Google, the world’s most popular internet search engine, has invested $168 million into a solar farm – to be added to the $1.6 billion from the US government. A solar farm, that is, unlike most domestic generators of solar energy in that the site is huge. and looks set to be an indication of the future. Situated in the Mojave Desert, the Ivanpah Solar Electric Generating System (ISEGS) will be completed in 2013 (work started in October last year) and will be able to boast of 173,000 heliostats that concentrate the sun’s rays onto a solar tower. The towers (three, in total, on the site) will stand about 137 m (450 Ft.) tall and are expected to generate 392 MW of energy – enough to serve more than 140,000 homes in California during the peak hours of the day.
BUT HOW DOES IT ALL WORK?
The whole system works by mirrors turned to catch the sun and then focusing that power onto solar receivers.
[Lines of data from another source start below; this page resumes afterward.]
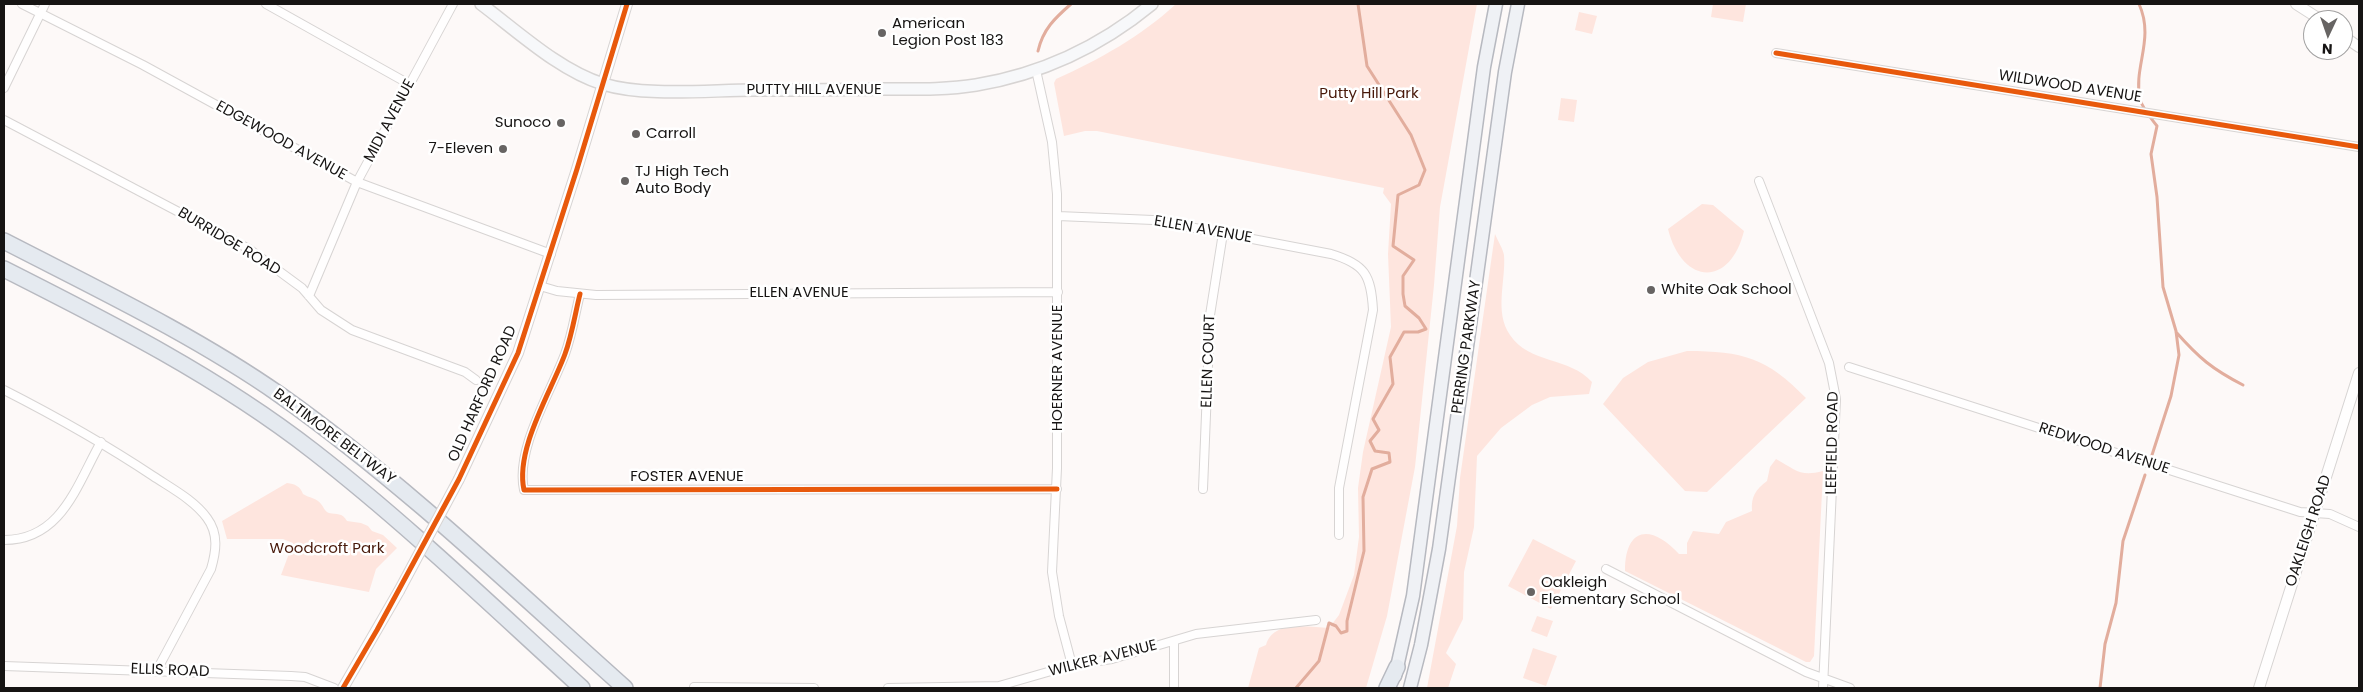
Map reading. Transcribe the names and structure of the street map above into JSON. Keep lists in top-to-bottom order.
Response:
{
  "streets": {
    "highway": ["BALTIMORE BELTWAY"],
    "main road": ["PUTTY HILL AVENUE", "PERRING PARKWAY"],
    "street": [
      "WILDWOOD AVENUE",
      "MIDI AVENUE",
      "EDGEWOOD AVENUE",
      "ELLEN AVENUE",
      "BURRIDGE ROAD",
      "ELLEN COURT",
      "HOERNER AVENUE",
      "OLD HARFORD ROAD",
      "LEEFIELD ROAD",
      "REDWOOD AVENUE",
      "FOSTER AVENUE",
      "OAKLEIGH ROAD",
      "WILKER AVENUE",
      "ELLIS ROAD"
    ]
  },
  "crossings": [
    ["PUTTY HILL AVENUE", "HOERNER AVENUE"],
    ["PUTTY HILL AVENUE", "OLD HARFORD ROAD"],
    ["MIDI AVENUE", "EDGEWOOD AVENUE"],
    ["MIDI AVENUE", "BURRIDGE ROAD"],
    ["EDGEWOOD AVENUE", "OLD HARFORD ROAD"],
    ["ELLEN AVENUE", "ELLEN COURT"],
    ["ELLEN AVENUE", "HOERNER AVENUE"],
    ["ELLEN AVENUE", "OLD HARFORD ROAD"],
    ["ELLEN AVENUE", "FOSTER AVENUE"],
    ["HOERNER AVENUE", "FOSTER AVENUE"],
    ["HOERNER AVENUE", "WILKER AVENUE"],
    ["REDWOOD AVENUE", "OAKLEIGH ROAD"]
  ],
  "parks": ["Putty Hill Park", "Woodcroft Park"],
  "places": [
    "American Legion Post 183",
    "Sunoco",
    "Carroll",
    "7-Eleven",
    "TJ High Tech Auto Body",
    "White Oak School",
    "Oakleigh Elementary School"
  ],
  "north": "bottom"
}
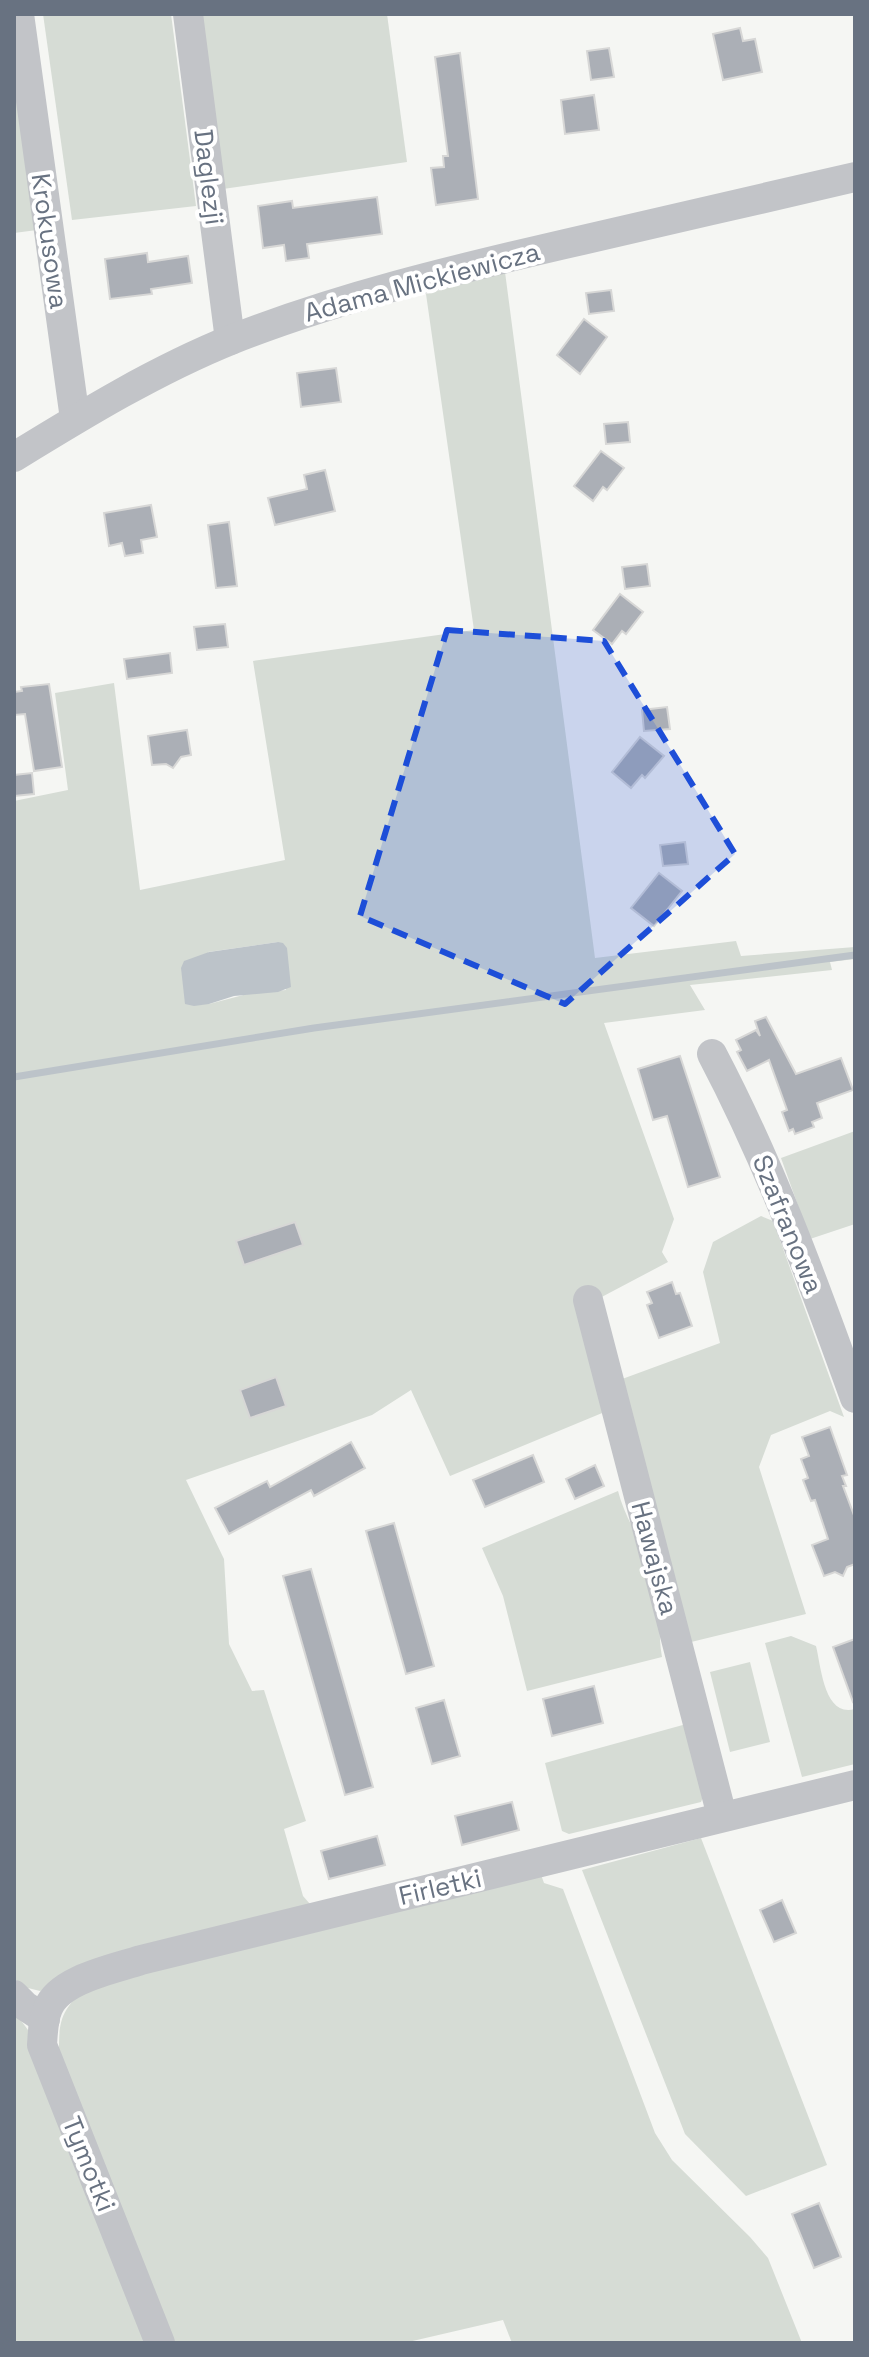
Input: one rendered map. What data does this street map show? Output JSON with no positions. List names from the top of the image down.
{
  "streets": {
    "street": [
      "Daglezji",
      "Krokusowa",
      "Adama Mickiewicza",
      "Szafranowa",
      "Hawajska",
      "Firletki",
      "Tymotki"
    ]
  },
  "crossings": [
    ["Daglezji", "Adama Mickiewicza"],
    ["Krokusowa", "Adama Mickiewicza"],
    ["Hawajska", "Firletki"],
    ["Firletki", "Tymotki"]
  ]
}
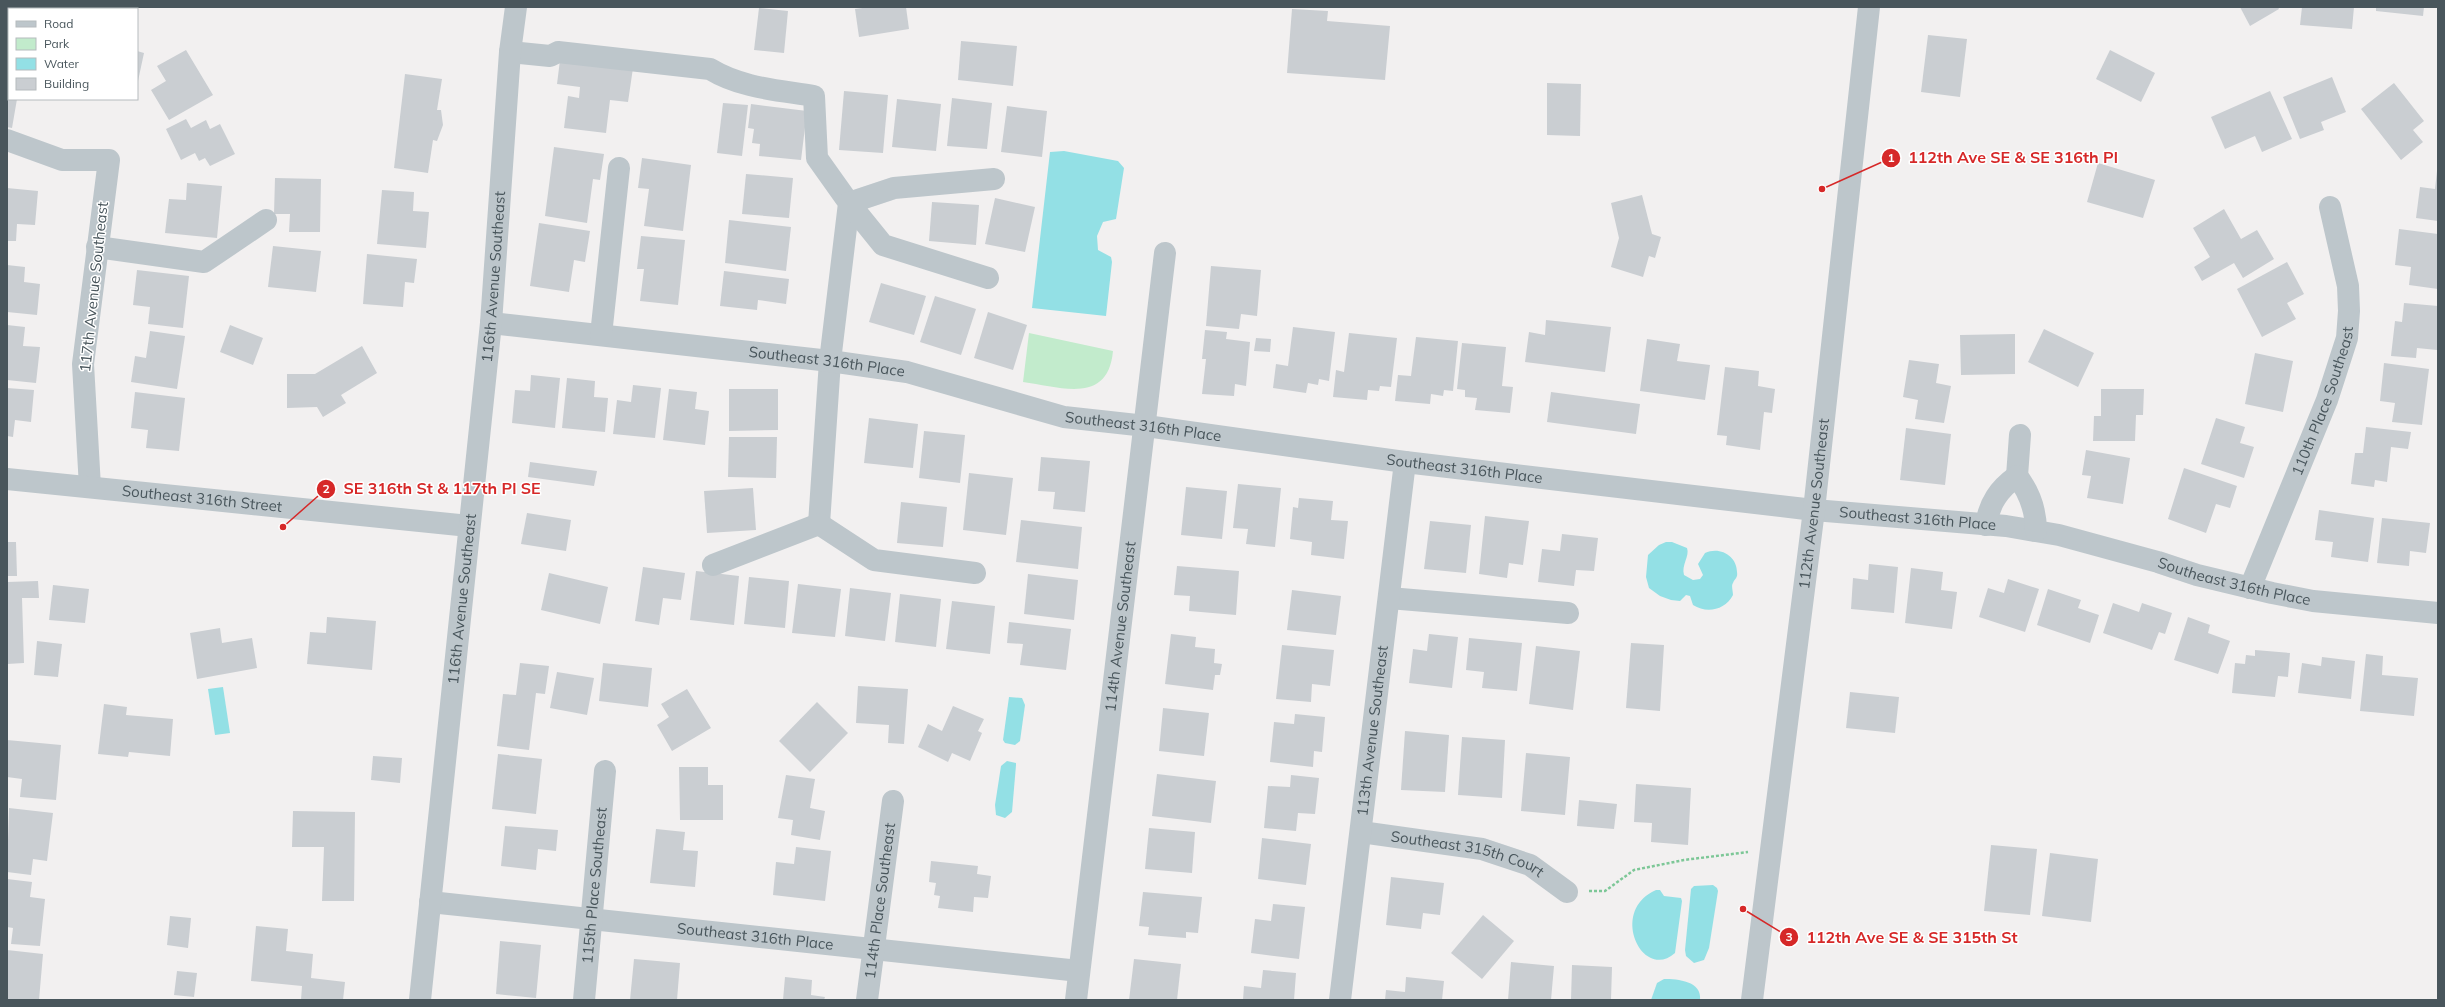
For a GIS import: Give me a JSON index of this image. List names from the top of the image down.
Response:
{
  "streets": {
    "street": [
      "116th Avenue Southeast",
      "117th Avenue Southeast",
      "Southeast 316th Place",
      "110th Place Southeast",
      "Southeast 316th Street",
      "112th Avenue Southeast",
      "114th Avenue Southeast",
      "113th Avenue Southeast",
      "Southeast 315th Court",
      "115th Place Southeast",
      "114th Place Southeast"
    ]
  },
  "crossings": [
    ["116th Avenue Southeast", "Southeast 316th Place"],
    ["116th Avenue Southeast", "Southeast 316th Street"],
    ["117th Avenue Southeast", "Southeast 316th Street"],
    ["Southeast 316th Place", "110th Place Southeast"],
    ["Southeast 316th Place", "112th Avenue Southeast"],
    ["Southeast 316th Place", "114th Avenue Southeast"],
    ["Southeast 316th Place", "113th Avenue Southeast"],
    ["Southeast 316th Place", "115th Place Southeast"],
    ["Southeast 316th Place", "114th Place Southeast"],
    ["113th Avenue Southeast", "Southeast 315th Court"]
  ],
  "places": ["112th Ave SE & SE 316th Pl", "SE 316th St & 117th Pl SE", "112th Ave SE & SE 315th St"],
  "legend": [
    "Road",
    "Park",
    "Water",
    "Building"
  ]
}
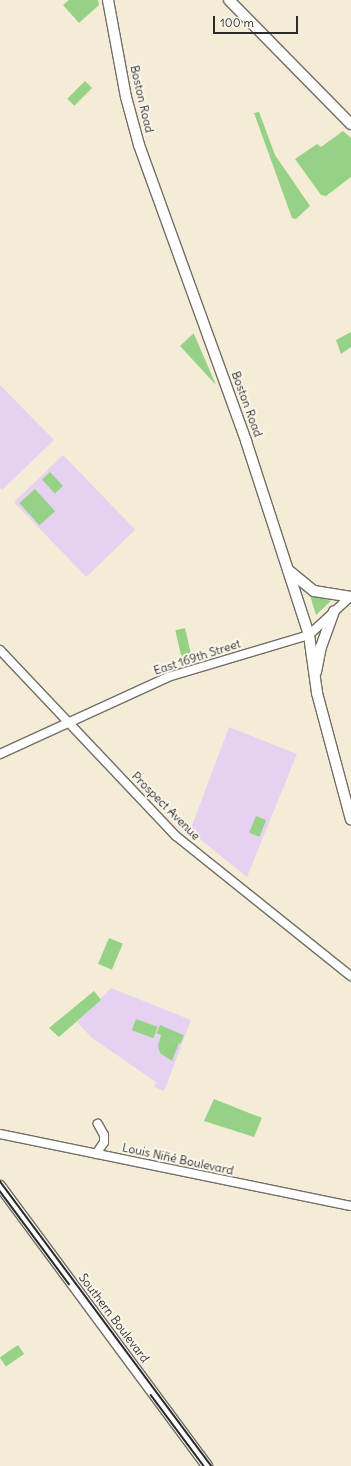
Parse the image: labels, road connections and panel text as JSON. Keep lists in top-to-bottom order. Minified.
{"streets":{"main road":["Boston Road","Southern Boulevard"],"street":["East 169th Street","Prospect Avenue","Louis Niñé Boulevard"]},"crossings":[["Boston Road","East 169th Street"],["East 169th Street","Prospect Avenue"]],"scale_bar":"100 m"}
The ISEGS complex will reduce CO2 emissions by more than 400,000 tonnes a year and is set to be the example and prototype for many more such super solar farms worldwide. While it is the first such project in the United States, similar projects have been announced in other countries. The most notable of these is in Inner Mongolia in China where a facility is being built near Ordos City and will eventually be capable of producing 2.2 GW of energy – although the project will not be completed until 2019 when full capacity is reached.
The ISEGS project has found its site four and a half miles to the southwest of the town of Primm in California – unremarkable to most and unheard of by many outside of California, but now notable for its proximity to the Ivanpah solar power plant. The project is named after the Ivanpah dry lake near its location and the whole venture is being masterminded by the company BrightSource Energy (www.brightsourceenergy.com). Unlike nuclear power plants, any accidents will not have a hugely disastrous impact on the surrounding area.
This is not the first time that Google have invested in start-up renewable energy plans. Last year, the company invested $38.8 million in a wind farm – but the Ivanpah plant is its largest and most ambitious investment to date.
Until now, Europe has laid claim to most of the world’s solar farms – there are several in Spain, for example – but with companies like the US-owned First Solar rapidly expanding, perhaps this venture will truly become worldwide as people learn to rely more on solar power and less on fossil fuels. Solar power, unlike coal and natural gas deposits deep underground, is highly unlikely to run out any time soon.